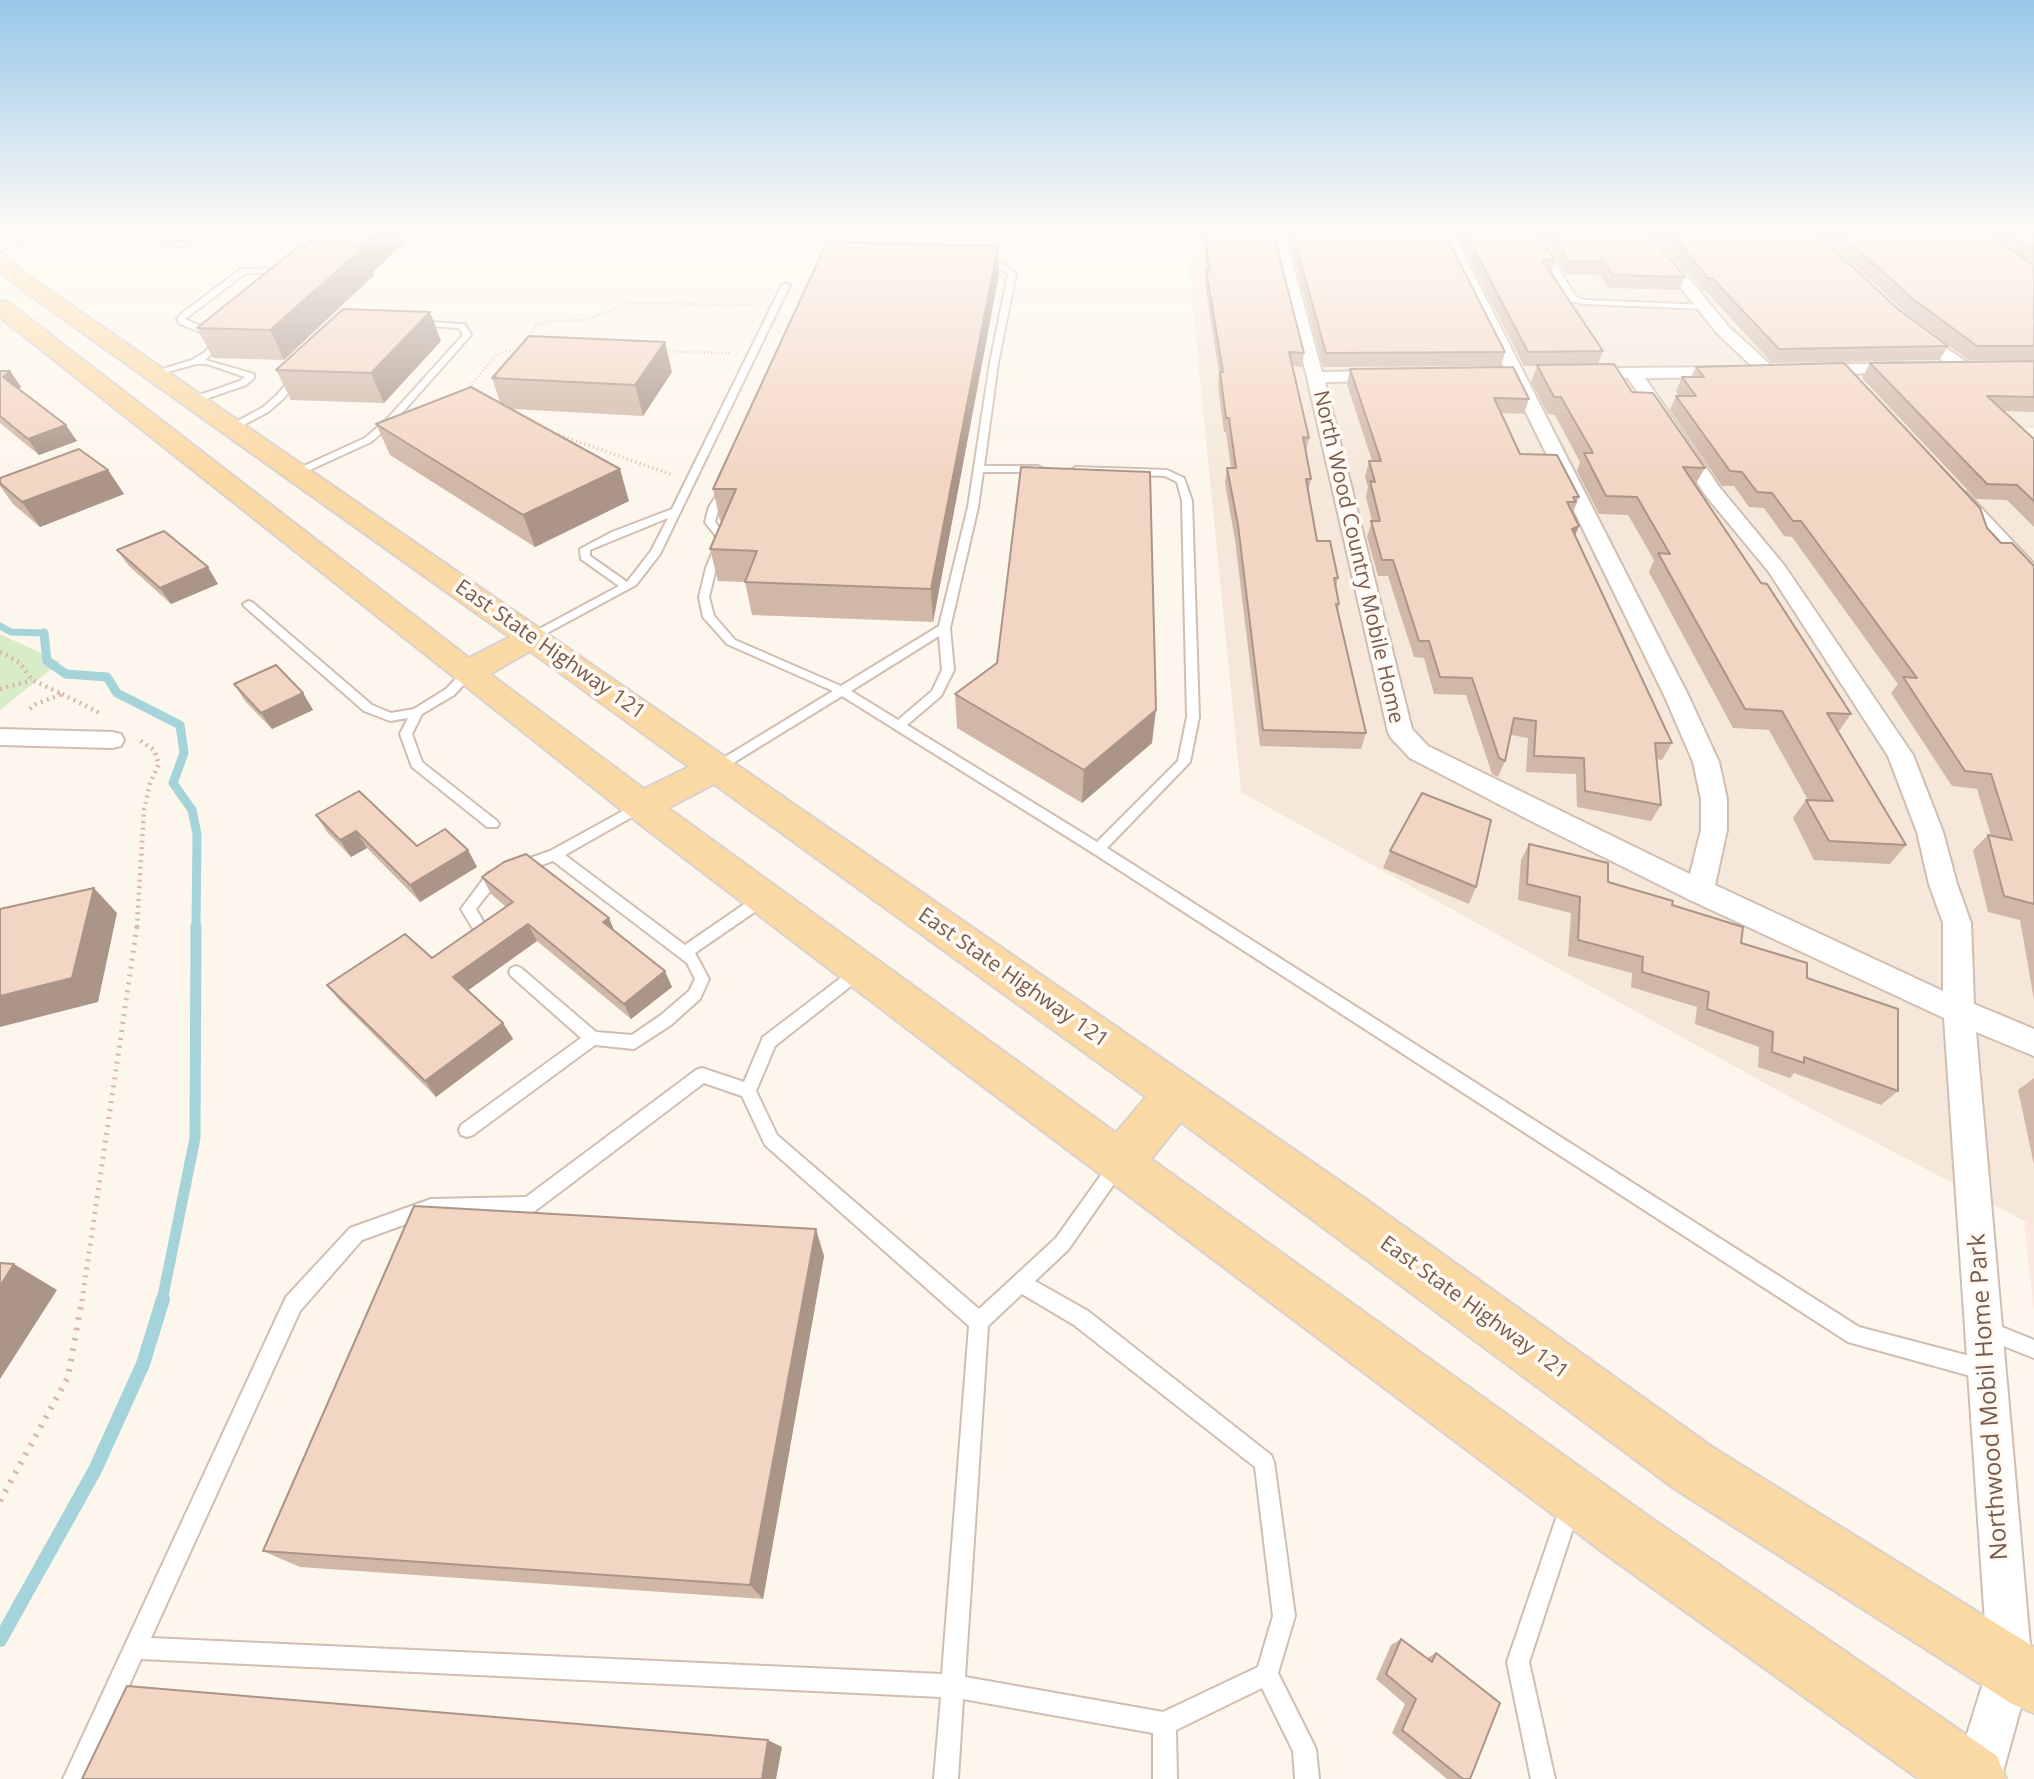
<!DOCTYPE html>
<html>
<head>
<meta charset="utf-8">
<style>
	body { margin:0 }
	canvas { display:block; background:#fdf6ec }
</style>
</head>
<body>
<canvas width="2034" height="1779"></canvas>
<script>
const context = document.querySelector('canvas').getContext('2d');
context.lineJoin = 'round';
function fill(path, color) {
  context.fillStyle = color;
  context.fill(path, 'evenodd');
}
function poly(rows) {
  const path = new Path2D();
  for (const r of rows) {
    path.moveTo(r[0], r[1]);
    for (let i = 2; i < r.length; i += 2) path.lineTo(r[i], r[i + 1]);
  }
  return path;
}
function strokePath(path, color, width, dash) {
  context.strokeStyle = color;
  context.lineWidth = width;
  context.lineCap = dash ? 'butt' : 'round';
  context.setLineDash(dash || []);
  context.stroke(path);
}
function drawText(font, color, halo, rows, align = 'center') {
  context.font = font + ' "Open Sans",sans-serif';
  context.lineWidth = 7;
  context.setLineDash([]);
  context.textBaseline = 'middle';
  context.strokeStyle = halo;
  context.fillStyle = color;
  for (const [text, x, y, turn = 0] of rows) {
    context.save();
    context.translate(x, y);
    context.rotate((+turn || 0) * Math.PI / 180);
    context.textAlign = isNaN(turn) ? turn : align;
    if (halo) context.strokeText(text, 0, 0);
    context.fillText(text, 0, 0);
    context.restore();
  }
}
fill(poly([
	[1185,228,2034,228,2034,428,2011,428,2034,450,2034,1226,1797,1101,1241,792]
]), '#f5e8da');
fill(poly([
	[2024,1222,2034,1226,2034,1313]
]), '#fde8e0');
fill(poly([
	[0,634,60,662,0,710]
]), '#d8ecc9');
strokePath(poly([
	[0,626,11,632,44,633,44,635]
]), '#a5d3da', 7);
strokePath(poly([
	[44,633,47,661,66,674,107,677,117,693,180,725,184,753,173,783,192,810,197,834,196,927]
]), '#a5d3da', 9);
strokePath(poly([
	[162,1301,195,1138,196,926]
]), '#a5d3da', 11);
strokePath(poly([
	[0,1640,95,1470,143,1364,163,1299]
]), '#a5d3da', 14);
const lane = poly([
	[72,228,82,228,76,231,86,238,185,242,189,244,185,246,84,242,70,232,0,250,0,246,72,228],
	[1530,228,1536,228,1541,241,1576,297,1585,300,1705,305,1709,307,1705,309,1585,304,1570,301,1533,241,1530,228],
	[979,263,1005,265,1016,273,998,363,984,466,1038,466,1043,469,1038,472,983,472,978,507,950,628,954,670,941,696,907,725,1097,842,1178,761,1187,717,1182,501,1177,482,1165,476,1076,473,1071,470,1076,467,1167,470,1184,478,1192,501,1199,717,1190,762,1107,848,1859,1327,1985,1360,1992,1363,1995,1370,1992,1377,1985,1380,1848,1342,1093,853,842,696,720,771,712,771,710,768,712,765,833,691,727,644,703,617,699,597,706,568,718,539,705,522,709,507,723,485,731,487,719,507,715,522,728,539,716,568,709,597,714,616,735,640,841,686,939,626,968,507,990,363,1008,274,1000,269,976,267,976,263,979,263],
	[939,636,942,670,932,691,898,720,851,691,939,636],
	[290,268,290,272,287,272,246,273,185,319,222,335,221,345,205,360,254,374,254,378,246,385,194,403,190,400,191,398,240,381,245,377,207,364,196,364,153,376,153,372,192,360,205,352,214,342,215,338,180,324,177,319,181,314,241,269,290,268],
	[786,283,790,285,660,554,636,585,536,639,528,639,528,635,619,586,581,559,580,549,612,532,672,509,782,285,786,283],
	[668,518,651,551,627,582,590,556,590,550,668,518],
	[412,321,462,324,465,324,471,335,394,422,371,442,301,474,295,474,295,470,365,438,388,418,463,335,459,328,415,325,412,325,412,321],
	[295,373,302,375,283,399,268,412,236,429,230,429,230,425,262,408,277,395,295,373],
	[248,601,252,602,372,705,391,713,414,709,446,689,465,669,473,669,473,675,454,695,422,714,412,734,422,762,497,821,499,824,497,827,487,827,412,767,400,734,408,718,390,721,364,711,244,606,243,604,248,601],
	[641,801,648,806,646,809,565,855,685,945,759,894,769,894,771,898,769,902,695,953,709,979,700,999,671,1025,634,1049,595,1045,473,1135,467,1137,461,1135,459,1130,461,1125,581,1038,511,976,509,972,511,968,516,966,521,968,596,1032,632,1035,661,1015,689,991,695,979,687,963,553,861,518,873,511,868,513,864,550,851,641,801],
	[499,870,506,875,504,879,498,881,476,909,487,928,485,932,475,932,461,909,488,873,499,870],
	[860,965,865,967,867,971,865,975,775,1046,756,1091,777,1135,979,1309,1056,1238,1111,1161,1117,1158,1123,1161,1125,1166,1123,1171,1068,1250,1035,1281,1088,1311,1271,1455,1274,1462,1295,1616,1278,1673,1316,1749,1319,1779,1295,1779,1293,1751,1262,1688,1176,1730,1177,1779,1153,1779,1153,1733,963,1699,958,1779,934,1779,941,1697,141,1659,87,1779,63,1779,286,1297,350,1228,431,1199,526,1197,696,1070,702,1068,744,1082,763,1037,855,967,860,965],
	[704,1083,742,1096,765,1145,969,1326,942,1674,151,1638,300,1311,362,1240,431,1215,529,1213,535,1211,704,1083],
	[1022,1294,1074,1325,1255,1467,1273,1616,1258,1667,1163,1712,965,1677,988,1326,1022,1294],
	[1985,1320,2034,1340,2034,1358,1978,1336,1976,1329,1978,1322,1985,1320],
	[1570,1497,1577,1500,1580,1507,1529,1662,1555,1779,1531,1779,1507,1662,1560,1507,1563,1500,1570,1497]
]);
const street = poly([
	[1269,228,1283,228,1322,372,1386,371,1394,376,1386,381,1325,382,1412,729,1428,746,1690,874,1701,830,1701,799,1693,762,1665,697,1436,228,1450,228,1689,697,1719,762,1727,799,1727,830,1715,885,1943,991,1943,923,1929,884,1917,832,1888,756,1769,572,1706,496,1628,378,1613,377,1611,373,1619,368,1733,367,1741,372,1733,377,1645,378,1720,488,1784,565,1913,755,1943,832,1957,884,1971,923,1974,1004,2034,1029,2034,1056,1976,1032,2032,1667,2001,1779,1953,1779,1988,1667,1944,1018,1690,900,1531,821,1410,758,1391,738,1388,732,1307,377,1269,228],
	[1633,228,1647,228,1729,327,1774,368,1776,372,1774,376,1762,376,1717,333,1633,228],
	[1914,326,1968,363,1970,367,1968,371,1956,371,1908,334,1906,331,1908,328,1914,326],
	[1904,363,1910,364,1912,368,1910,372,1812,375,1804,370,1812,365,1904,363],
	[1960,491,1967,493,2034,564,2034,583,2026,582,1953,501,1950,497,1953,493,1960,491],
	[0,729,112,732,121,734,124,740,121,746,112,748,0,745,0,729]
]);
const primary = poly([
	[0,254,7,256,30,277,1361,1196,1712,1447,2034,1647,2034,1713,2012,1704,1672,1487,1181,1122,1151,1159,1651,1518,1997,1756,2006,1779,1919,1779,1611,1558,956,1066,628,815,0,317,0,301,8,302,469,658,510,637,16,285,0,271,0,254],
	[530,651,689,767,644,789,490,674,530,651],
	[714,784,1146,1097,1116,1133,668,808,714,784]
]);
strokePath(lane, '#d1beb0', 4);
strokePath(street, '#d1beb0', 4);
strokePath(primary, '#dad1cd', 4);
strokePath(poly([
	[528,339,535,327,547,321,588,320,629,303,756,305],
	[662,351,730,353],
	[467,390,497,354,524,346]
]), '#d9b8a5', 2.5, [1, 2.5]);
strokePath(poly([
	[559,435,673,475]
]), '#d9b8a5', 3.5, [1, 3.5]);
strokePath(poly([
	[0,652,20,663,32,680,62,694,34,705,27,712],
	[0,689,32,680],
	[62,694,102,714],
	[137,927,144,810,150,783,159,764,154,750,138,739]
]), '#d9b8a5', 4.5, [2, 4.5]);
strokePath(poly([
	[82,1301,137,926]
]), '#d9b8a5', 5, [2, 6]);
strokePath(poly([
	[0,1501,68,1377,82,1299]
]), '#d9b8a5', 6, [2.5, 8]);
fill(lane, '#fff');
fill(street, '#fff');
fill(primary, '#fbd9a5');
fill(poly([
	[327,228,398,228,404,243,373,272,374,275,284,360,213,358,197,328],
	[1196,228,1272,228,1304,353,1302,367,1293,366,1309,438,1306,452,1311,479,1308,492,1317,541,1338,578,1336,588,1339,604,1338,611,1366,733,1361,749,1260,746,1235,540,1225,483,1227,468,1231,468,1226,432,1224,432,1218,386,1219,373,1205,283,1207,270,1201,230,1197,230],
	[1286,228,1442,228,1505,352,1501,366,1323,367],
	[1453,228,1534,228,1555,261,1551,273,1603,351,1598,364,1632,392,1705,468,1695,485,1851,714,1838,732,1906,845,1890,864,1814,860,1793,818,1806,800,1808,800,1769,730,1733,728,1649,572,1654,560,1628,515,1599,514,1577,471,1580,462,1555,415,1548,414,1531,382,1537,366,1524,366],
	[1539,228,1645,228,1685,277,1680,290,1608,288,1600,275,1565,274],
	[1650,228,1811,228,1898,309,1948,346,1939,360,1772,363,1706,291,1703,291],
	[1814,228,2034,228,2034,360,1968,360,1906,313],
	[999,274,933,622,752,615,745,582,718,581,710,549,722,521,720,521,713,489],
	[441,341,384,403,291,400,276,370],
	[2034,361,2034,412,2004,411,2034,439,2034,527,2007,500,1976,499,1862,378,1870,363],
	[1696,367,1987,528,2001,543,2034,566,2034,1000,2020,920,1988,912,1973,850,1988,835,1991,836,1977,789,1952,786,1891,693,1898,684,1792,537,1784,536,1764,508,1749,507,1734,486,1722,486,1670,410,1676,396,1679,396,1676,391,1682,377,1691,377],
	[1350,369,1529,399,1524,414,1501,413,1520,454,1579,497,1573,513,1575,536,1672,743,1662,760,1656,759,1661,805,1651,821,1577,807,1576,774,1526,772,1528,738,1511,735,1505,761,1498,777,1492,774,1466,695,1434,694,1424,658,1414,657,1388,576,1378,576,1367,537,1372,521,1366,497,1368,487,1365,477,1369,461,1372,461,1347,384],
	[0,371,10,371,21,387,18,388,77,441,39,455,0,423],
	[672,372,643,416,513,409,629,501,535,547,390,455,376,424,500,402,492,378,493,378,493,377],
	[108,470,124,494,40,527,13,504,0,486,0,478],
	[117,550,218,584,171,604,129,566],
	[234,684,303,693,313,710,272,729,245,701],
	[955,694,1152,743,1082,803,957,728],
	[316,815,417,846,468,850,477,867,420,902,367,848,351,857,327,832],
	[1529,844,1608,882,1672,905,1807,978,1898,1091,1881,1105,1794,1073,1790,1078,1758,1067,1759,1047,1695,1024,1697,1007,1631,987,1632,973,1568,956,1571,913,1518,900,1521,860],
	[1390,851,1476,887,1469,904,1383,868],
	[482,877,609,918,614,931,672,987,631,1019,537,941,468,990,503,1023,513,1039,436,1097,340,1001,327,985,432,958,506,907,491,894],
	[2034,1078,2034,1165,2018,1090],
	[824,1256,763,1599,300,1567,263,1551],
	[1401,1639,1427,1658,1436,1653,1470,1779,1447,1779,1392,1733,1405,1704,1376,1679,1391,1645]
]), '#d1b7a8');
fill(poly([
	[380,228,398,228,404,243,373,272,374,275,284,360,270,330],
	[998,246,999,274,933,622,931,589],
	[430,312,441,341,384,403,371,373],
	[665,342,672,372,643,416,635,385],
	[10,371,21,387,13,392,3,377],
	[66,425,77,441,39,455,28,439],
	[620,469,629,501,535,547,523,515],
	[108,470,124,494,40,527,22,502],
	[1579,526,1572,542,1572,529],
	[208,567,218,584,171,604,160,588],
	[303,693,313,710,272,729,261,713],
	[1156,710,1152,743,1082,803,1084,770],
	[356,831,367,848,351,857,340,840],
	[468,850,477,867,420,902,410,885],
	[94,888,117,913,98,1002,0,1027,0,996],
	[609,918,616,935,603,922],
	[528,924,537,941,463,994,453,977],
	[665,971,672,987,631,1019,624,1004],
	[503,1023,513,1039,436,1097,425,1081],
	[816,1229,824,1256,763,1599,750,1585],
	[14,1264,57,1290,0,1379,0,1286],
	[768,1740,782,1747,776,1779,762,1779]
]), '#aa9588');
const building = poly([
	[327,228,380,228,358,247,363,248,270,330,197,328,299,246,304,246,327,228],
	[1204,228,1272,228,1304,353,1289,352,1309,438,1303,437,1311,479,1306,479,1317,541,1330,541,1338,578,1334,578,1339,604,1336,604,1366,733,1263,730,1238,525,1227,468,1236,468,1229,418,1226,418,1220,372,1223,372,1206,270,1210,270,1204,228],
	[1291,228,1442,228,1505,352,1326,353,1291,228],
	[1463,228,1534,228,1555,261,1542,260,1603,351,1528,352,1463,228],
	[1550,228,1645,228,1685,277,1613,275,1604,262,1569,261,1550,228],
	[1666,228,1811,228,1898,309,1948,346,1779,349,1712,278,1708,278,1666,228],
	[1834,228,1979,228,2034,266,2034,346,1977,346,1913,299,1834,228],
	[2002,228,2034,228,2034,251,2002,228],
	[827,242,998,246,931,589,745,582,757,551,710,549,736,489,713,489,827,242],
	[343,309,430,312,371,373,276,370,343,309],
	[529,336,665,342,635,385,492,378,496,377,493,377,529,336],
	[2034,361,2034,397,1987,396,2034,439,2034,501,2017,485,1987,484,1870,363,2034,361],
	[1844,363,1980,508,1987,528,2001,543,2012,543,2034,566,2034,904,2004,896,1988,835,2012,840,1991,774,1965,771,1903,677,1917,678,1801,521,1793,521,1772,493,1757,492,1742,472,1730,471,1676,396,1696,396,1682,377,1704,377,1696,367,1844,363],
	[1614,364,1632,392,1653,393,1705,468,1683,467,1761,583,1767,584,1851,714,1827,713,1906,845,1829,841,1806,800,1833,801,1782,711,1745,709,1658,553,1670,554,1637,497,1606,496,1584,453,1593,453,1561,397,1554,397,1537,365,1614,364],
	[1513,367,1529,399,1494,398,1520,454,1557,455,1579,497,1573,497,1576,502,1567,502,1579,526,1572,529,1672,743,1655,743,1661,805,1585,791,1584,758,1534,756,1536,721,1514,718,1505,761,1499,758,1472,678,1440,677,1429,641,1419,641,1393,560,1382,560,1371,521,1380,521,1370,481,1375,482,1369,461,1381,461,1350,369,1513,367],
	[0,371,10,371,3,377,66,425,28,439,0,416,0,371],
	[471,387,620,469,523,515,376,424,471,387],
	[79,449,108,470,22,502,0,483,0,478,79,449],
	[1021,467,1150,472,1156,710,1084,770,955,694,997,663,1021,467],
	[164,531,208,567,160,588,117,550,164,531],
	[276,665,303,693,261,713,234,684,276,665],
	[359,791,417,846,445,829,468,850,410,885,356,831,340,840,316,815,359,791],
	[1422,793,1491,820,1476,887,1390,851,1422,793],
	[1529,844,1608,863,1608,882,1673,901,1672,905,1743,927,1741,943,1807,963,1807,978,1898,1009,1898,1091,1804,1057,1804,1063,1772,1052,1773,1032,1707,1009,1709,992,1642,972,1643,957,1578,940,1580,897,1527,884,1529,844],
	[526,854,609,918,603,922,665,971,624,1004,528,924,453,977,503,1023,425,1081,327,985,405,934,432,958,513,902,482,877,504,862,526,854],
	[94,888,72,978,0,996,0,909,94,888],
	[414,1206,816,1229,750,1585,263,1551,414,1206],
	[0,1263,14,1264,0,1286,0,1263],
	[1401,1639,1432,1662,1436,1653,1500,1703,1470,1779,1463,1779,1402,1730,1416,1699,1386,1674,1401,1639],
	[127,1686,768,1740,762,1779,82,1779,127,1686]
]);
fill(building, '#f3d5c3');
strokePath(building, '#aa9588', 2);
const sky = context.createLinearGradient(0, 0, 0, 477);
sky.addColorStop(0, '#97c7e8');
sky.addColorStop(0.48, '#fefbf6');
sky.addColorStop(1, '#fefbf600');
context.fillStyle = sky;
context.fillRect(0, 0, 2034, 477);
drawText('21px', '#7a5c4d', '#fffaf3', [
	["North Wood Country Mobile Home",1358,557,77],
	["East State Highway 121",550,650,35],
	["East State Highway 121",1013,978,35],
	["East State Highway 121",1474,1308,36]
]);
drawText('24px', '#7a5c4d', '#fffaf3', [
	["Northwood Mobil Home Park",1989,1397,-94]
]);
</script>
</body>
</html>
_ _ _ _
**GOAL OF THE EXERCISE:** Lines from the start of the listing above through the line holding "function drawText(font, color, halo, rows, align" are to be duplicated exactly, and nothing more; leave out the pictures.

**RESULT OF THIS EXERCISE:**
<!DOCTYPE html>
<html>
<head>
<meta charset="utf-8">
<style>
	body { margin:0 }
	canvas { display:block; background:#fdf6ec }
</style>
</head>
<body>
<canvas width="2034" height="1779"></canvas>
<script>
const context = document.querySelector('canvas').getContext('2d');
context.lineJoin = 'round';
function fill(path, color) {
  context.fillStyle = color;
  context.fill(path, 'evenodd');
}
function poly(rows) {
  const path = new Path2D();
  for (const r of rows) {
    path.moveTo(r[0], r[1]);
    for (let i = 2; i < r.length; i += 2) path.lineTo(r[i], r[i + 1]);
  }
  return path;
}
function strokePath(path, color, width, dash) {
  context.strokeStyle = color;
  context.lineWidth = width;
  context.lineCap = dash ? 'butt' : 'round';
  context.setLineDash(dash || []);
  context.stroke(path);
}
function drawText(font, color, halo, rows, align = 'center') {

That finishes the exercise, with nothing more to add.